(Material shown):

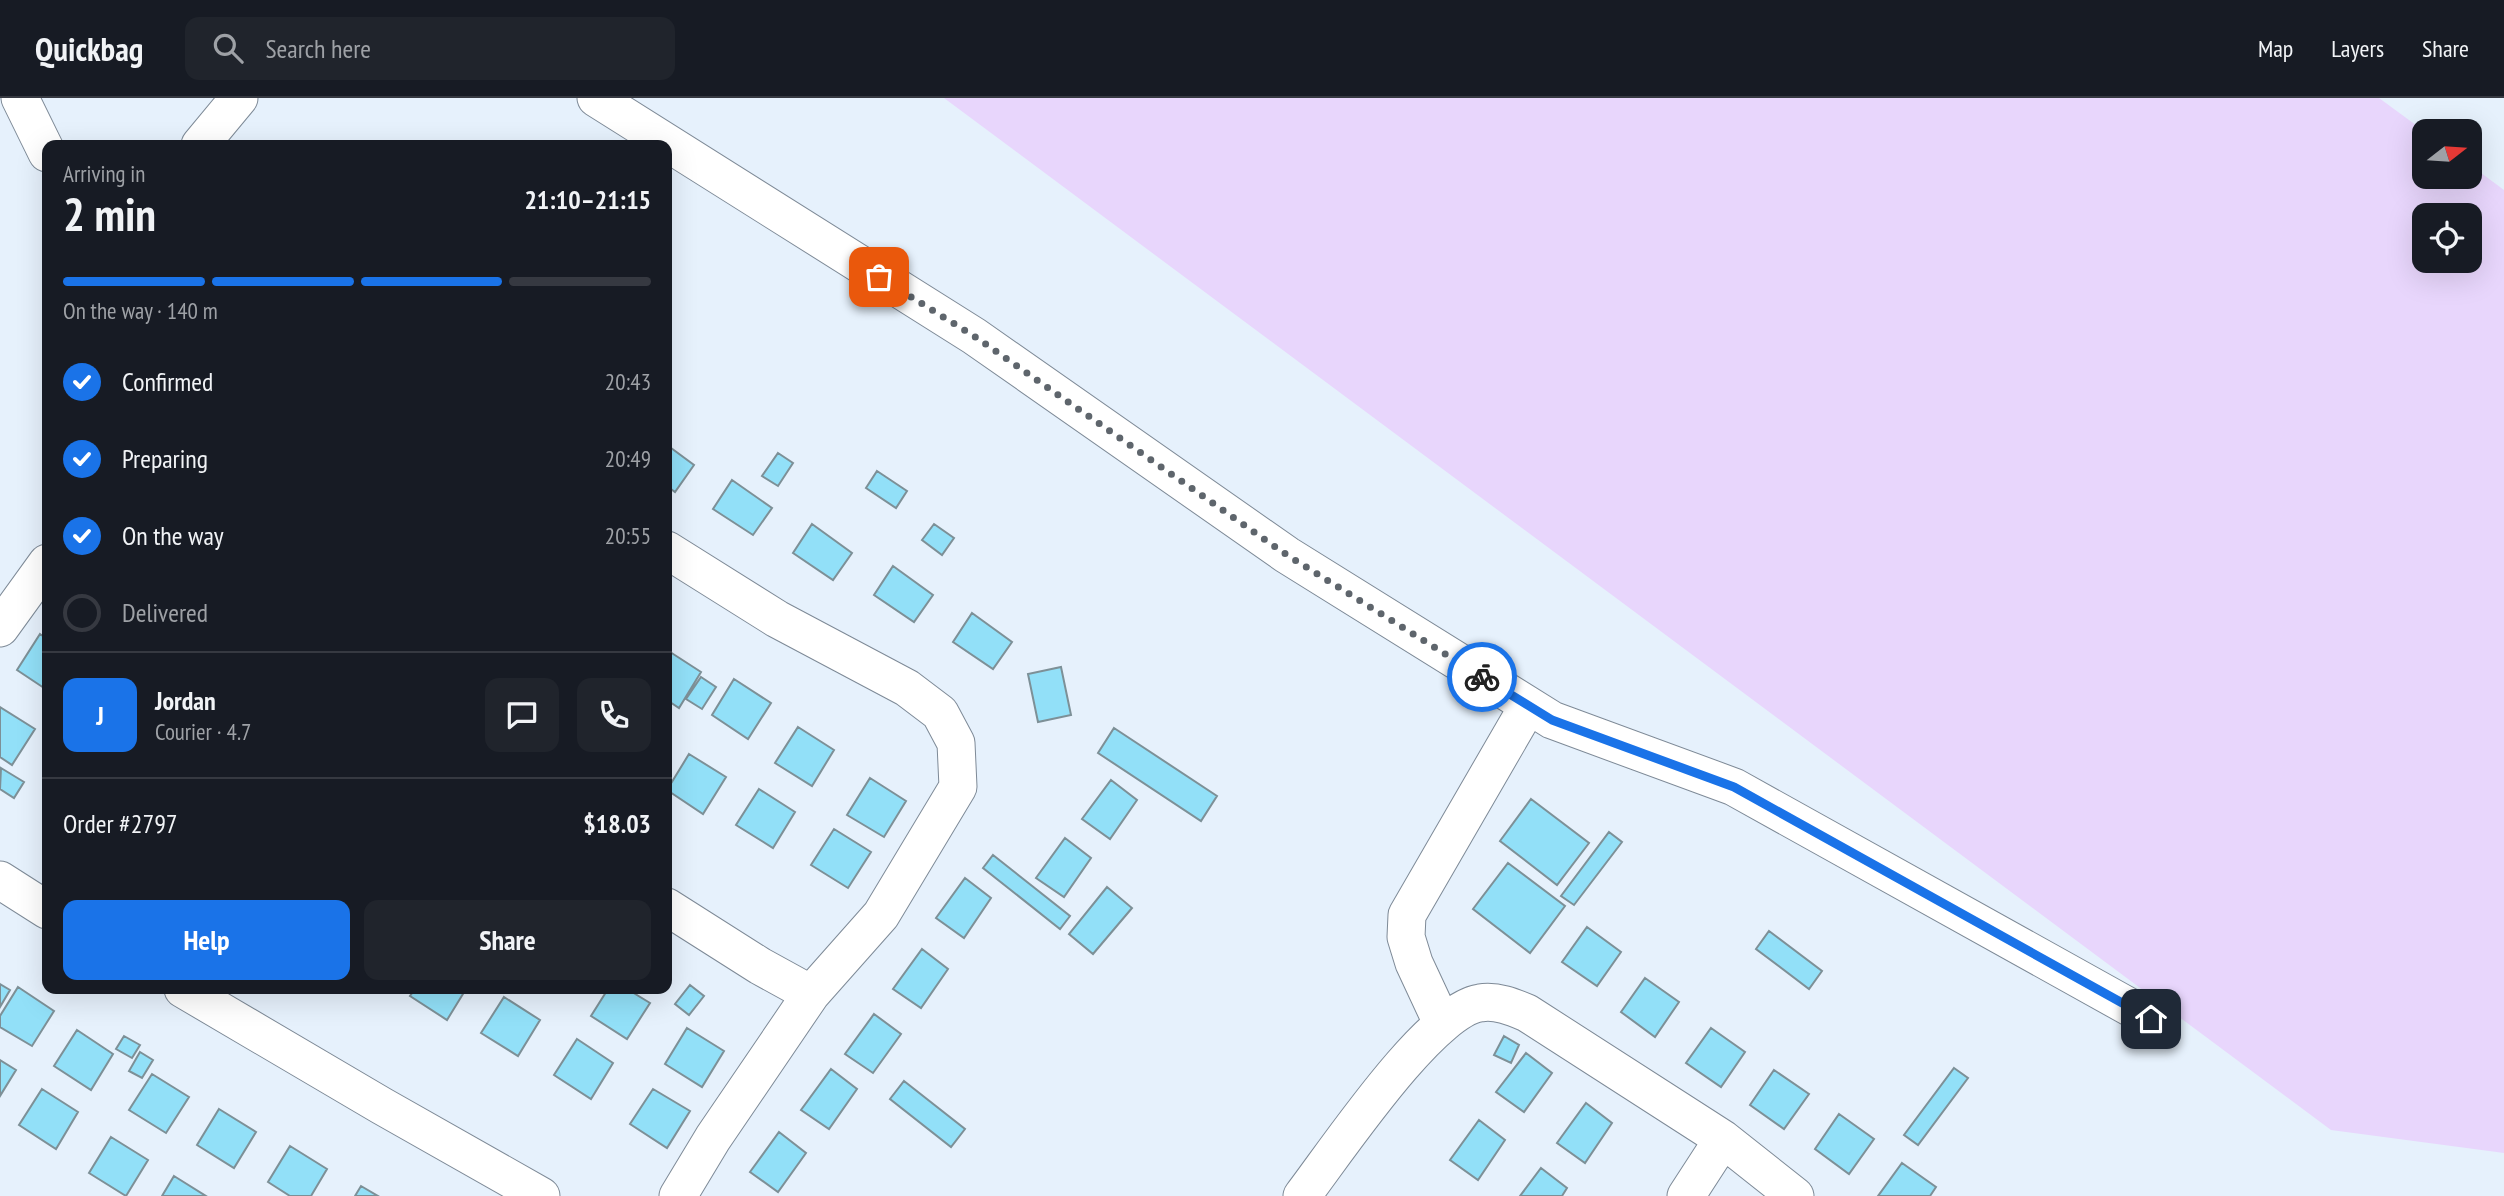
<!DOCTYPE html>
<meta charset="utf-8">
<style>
body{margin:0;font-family:"PT Sans Narrow",sans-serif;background:#20242c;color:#f1f3f6;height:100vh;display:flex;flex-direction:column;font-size:26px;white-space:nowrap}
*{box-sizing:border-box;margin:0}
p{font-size:23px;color:#9ea1a6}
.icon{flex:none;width:38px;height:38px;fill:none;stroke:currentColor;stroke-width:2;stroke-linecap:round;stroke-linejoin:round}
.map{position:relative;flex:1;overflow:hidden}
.drawer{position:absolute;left:42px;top:42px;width:630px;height:854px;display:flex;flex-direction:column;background:#171b24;border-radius:14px;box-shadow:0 7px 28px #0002}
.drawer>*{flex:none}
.needle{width:46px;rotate:73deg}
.tools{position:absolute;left:2412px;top:21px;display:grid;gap:14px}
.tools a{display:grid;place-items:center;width:70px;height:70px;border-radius:14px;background:#171b24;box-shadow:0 7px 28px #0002;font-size:35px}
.pin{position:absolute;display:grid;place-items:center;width:60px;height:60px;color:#fff;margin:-30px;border-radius:14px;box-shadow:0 4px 10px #0006}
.courier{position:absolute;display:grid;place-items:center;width:70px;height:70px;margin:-35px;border:5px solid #1a73e8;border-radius:50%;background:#fff;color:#222;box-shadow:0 2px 9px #0007}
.head em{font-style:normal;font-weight:700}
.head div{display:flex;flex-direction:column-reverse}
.head{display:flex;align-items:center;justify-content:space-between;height:119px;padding:0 21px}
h1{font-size:46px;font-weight:700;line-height:52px}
.bar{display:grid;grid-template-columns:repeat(4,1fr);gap:10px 7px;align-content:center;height:84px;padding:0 21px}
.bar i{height:9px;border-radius:5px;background:#363941}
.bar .selected{background:#1a73e8}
.bar p{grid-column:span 4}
.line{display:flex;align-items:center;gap:18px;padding:0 21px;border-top:2px solid #363941}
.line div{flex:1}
.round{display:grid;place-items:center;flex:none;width:74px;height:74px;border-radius:14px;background:#20242c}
ol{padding:0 21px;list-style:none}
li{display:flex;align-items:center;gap:21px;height:77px}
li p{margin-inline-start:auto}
li .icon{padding:7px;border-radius:50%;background:#1a73e8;color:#fff;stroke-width:4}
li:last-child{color:#9ea1a6}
li i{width:38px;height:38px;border:4px solid #363941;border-radius:50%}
.primary-button{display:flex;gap:14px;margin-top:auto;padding:14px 21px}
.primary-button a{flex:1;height:80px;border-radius:14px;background:#1a73e8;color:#fff;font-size:28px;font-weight:700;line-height:80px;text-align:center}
.primary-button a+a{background:#20242c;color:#f1f3f6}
header{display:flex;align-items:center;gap:42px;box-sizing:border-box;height:98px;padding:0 35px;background:#171b24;border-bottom:2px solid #363941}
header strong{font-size:33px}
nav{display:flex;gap:38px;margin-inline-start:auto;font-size:24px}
.search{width:490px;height:63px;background:#20242c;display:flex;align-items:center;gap:18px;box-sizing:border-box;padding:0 24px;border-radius:14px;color:#9ea1a6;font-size:26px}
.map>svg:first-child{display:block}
</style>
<header>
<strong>Quickbag</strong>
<div class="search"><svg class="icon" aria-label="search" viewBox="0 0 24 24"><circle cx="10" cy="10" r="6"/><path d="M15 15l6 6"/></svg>Search here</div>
<nav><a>Map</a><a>Layers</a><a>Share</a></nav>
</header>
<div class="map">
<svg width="2504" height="1098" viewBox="0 0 2504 1098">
<rect width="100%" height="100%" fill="#e6f1fc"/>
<path fill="#e8d6fc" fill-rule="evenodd" d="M944 0H2379L2424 33V79H2469V66L2504 92V1055L2331 1032ZM2424 117H2469V163H2424Z"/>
<path fill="#92e0f8" stroke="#7d9097" stroke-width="2" d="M667 347 694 367 675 394 667 388Z
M778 355 793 365 778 388 762 378Z
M877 373 907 393 896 410 866 390Z
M732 382 772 410 753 437 713 411Z
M812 426 852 455 833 482 793 455Z
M934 426 954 440 942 457 922 442Z
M893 468 933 497 914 524 874 497Z
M972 515 1012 544 993 571 953 544Z
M40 536 47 541V592L17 572Z
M667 552 701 574 679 610 667 602Z
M1061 569 1071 617 1038 624 1028 576Z
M701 579 716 589 702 611 686 601Z
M734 581 771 605 748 641 712 617Z
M0 609 35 631 12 667 0 659Z
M798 629 834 652 812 688 775 665Z
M1114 630 1217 698 1201 723 1098 655Z
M689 656 726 679 703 716 667 692Z
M1 670 24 684 14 700 0 691Z
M870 680 906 703 884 739 847 717Z
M1111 682 1137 702 1110 741 1082 721Z
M759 691 795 714 773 750 736 727Z
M1531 701 1589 745 1557 787 1500 743Z
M834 731 871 754 848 790 811 767Z
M1609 734 1622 744 1574 807 1561 798Z
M1065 740 1091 760 1064 799 1036 780Z
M993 757 1070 818 1060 831 983 770Z
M1508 765 1565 808 1530 855 1473 811Z
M965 780 991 800 964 840 936 820Z
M1107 789 1132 810 1093 856 1069 836Z
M1587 829 1621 854 1597 888 1562 864Z
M1769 833 1822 873 1809 891 1756 851Z
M922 851 948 871 921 910 893 891Z
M1645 880 1679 904 1655 939 1621 914Z
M0 886 10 892 0 909Z
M690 887 704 898 689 917 675 906Z
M18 889 54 913 32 948 0 929V918Z
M415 891H466L447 922 410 898Z
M608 891H627L650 905 627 941 591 918Z
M504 899 540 922 518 958 481 935Z
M874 916 901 936 873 975 845 956Z
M687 930 724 953 702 989 665 966Z
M1711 930 1745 954 1721 989 1686 965Z
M77 932 113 956 91 992 54 968Z
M124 938 140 947 132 960 116 951Z
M1504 938 1519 947 1511 965 1494 957Z
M577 941 613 965 591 1001 554 977Z
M140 954 153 962 142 980 129 973Z
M1526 955 1552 975 1524 1014 1496 994Z
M0 962 16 972 0 998Z
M1954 970 1968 980 1918 1047 1904 1037Z
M831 971 857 991 829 1031 801 1012Z
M1774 972 1809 996 1784 1031 1750 1007Z
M152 976 189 999 166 1035 129 1012Z
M904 983 965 1031 951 1049 890 1001Z
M42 991 78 1014 56 1051 19 1027Z
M653 991 690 1013 667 1050 630 1026Z
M1586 1005 1612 1025 1585 1065 1557 1045Z
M219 1011 256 1034 234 1070 197 1047Z
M1839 1016 1874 1041 1849 1076 1815 1051Z
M1479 1022 1505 1042 1478 1082 1450 1062Z
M779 1034 806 1055 778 1094 750 1074Z
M111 1039 148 1062 126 1098 89 1075Z
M290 1048 327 1071 311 1098H290L268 1084Z
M1902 1065 1936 1089 1930 1098H1878Z
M1541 1070 1567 1090 1562 1098H1520Z
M174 1078 206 1098H162Z
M361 1088 378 1098H355Z"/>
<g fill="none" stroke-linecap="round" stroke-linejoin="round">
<g stroke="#7e8a97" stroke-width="39">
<path id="minor" d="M20 0 47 55
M596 0 974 238 1287 457 1552 622 1734 689 2151 921
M200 47 239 0
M667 452 777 521 907 590 940 615 956 645 958 689 881 817 811 896 713 1040 678 1098
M0 530 47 465
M0 782 47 812
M667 809 760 868 811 896
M183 891 382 1008 541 1098
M1442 925 1414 865 1406 839 1407 817 1528 608
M1302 1098C1335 1055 1430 912 1480 905 1496 902 1513 909 1527 915L1723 1041 1795 1098
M1686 1098 1723 1041"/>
</g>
<use href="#minor" stroke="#fff" stroke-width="37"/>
</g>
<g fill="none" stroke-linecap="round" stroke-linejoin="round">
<path stroke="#5e656c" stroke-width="7" stroke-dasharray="0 12.6" d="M879 179 974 238 1287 457 1482 579"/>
<path stroke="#1a73e8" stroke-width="9" d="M1482 579 1552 622 1734 689 2151 921"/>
</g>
</svg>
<div class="tools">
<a><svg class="needle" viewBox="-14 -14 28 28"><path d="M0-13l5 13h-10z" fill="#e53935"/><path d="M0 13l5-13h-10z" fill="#9ea1a6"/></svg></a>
<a><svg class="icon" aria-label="locate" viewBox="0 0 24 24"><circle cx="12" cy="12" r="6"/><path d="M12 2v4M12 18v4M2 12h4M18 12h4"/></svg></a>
</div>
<div class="pin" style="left:879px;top:179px;background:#ea580c"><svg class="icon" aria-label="bag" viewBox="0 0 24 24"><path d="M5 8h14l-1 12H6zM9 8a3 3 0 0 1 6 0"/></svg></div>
<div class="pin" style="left:2151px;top:921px;background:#1f2937"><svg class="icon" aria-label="home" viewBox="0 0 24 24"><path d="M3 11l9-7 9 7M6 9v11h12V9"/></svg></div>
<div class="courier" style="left:1482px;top:579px"><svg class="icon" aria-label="bike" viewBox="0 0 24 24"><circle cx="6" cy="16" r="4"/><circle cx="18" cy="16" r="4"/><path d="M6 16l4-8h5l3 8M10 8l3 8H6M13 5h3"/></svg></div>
<section class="drawer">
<div class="head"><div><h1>2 min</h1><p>Arriving in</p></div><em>21:10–21:15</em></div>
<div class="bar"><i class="selected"></i><i class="selected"></i><i class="selected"></i><i></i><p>On the way · 140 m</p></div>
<ol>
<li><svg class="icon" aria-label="check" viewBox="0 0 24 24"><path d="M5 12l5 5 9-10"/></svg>Confirmed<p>20:43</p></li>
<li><svg class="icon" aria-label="check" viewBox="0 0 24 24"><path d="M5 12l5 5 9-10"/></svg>Preparing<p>20:49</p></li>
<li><svg class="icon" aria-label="check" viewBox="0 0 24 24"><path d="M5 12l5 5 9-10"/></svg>On the way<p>20:55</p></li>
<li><i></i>Delivered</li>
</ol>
<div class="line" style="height:126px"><b class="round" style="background:#1a73e8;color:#fff">J</b><div><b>Jordan</b><p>Courier · 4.7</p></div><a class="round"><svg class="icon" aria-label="chat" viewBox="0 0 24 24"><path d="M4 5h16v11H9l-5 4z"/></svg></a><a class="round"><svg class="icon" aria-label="phone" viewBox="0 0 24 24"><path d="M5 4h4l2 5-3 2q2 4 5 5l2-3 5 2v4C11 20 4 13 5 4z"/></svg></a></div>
<div class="line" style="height:91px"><div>Order #2797</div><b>$18.03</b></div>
<div class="primary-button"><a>Help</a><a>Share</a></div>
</section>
</div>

(Work item):
Take every line above that includes the string "absolute" and return it.

(Solution to this problem):
.drawer{position:absolute;left:42px;top:42px;width:630px;height:854px;display:flex;flex-direction:column;background:#171b24;border-radius:14px;box-shadow:0 7px 28px #0002}
.tools{position:absolute;left:2412px;top:21px;display:grid;gap:14px}
.pin{position:absolute;display:grid;place-items:center;width:60px;height:60px;color:#fff;margin:-30px;border-radius:14px;box-shadow:0 4px 10px #0006}
.courier{position:absolute;display:grid;place-items:center;width:70px;height:70px;margin:-35px;border:5px solid #1a73e8;border-radius:50%;background:#fff;color:#222;box-shadow:0 2px 9px #0007}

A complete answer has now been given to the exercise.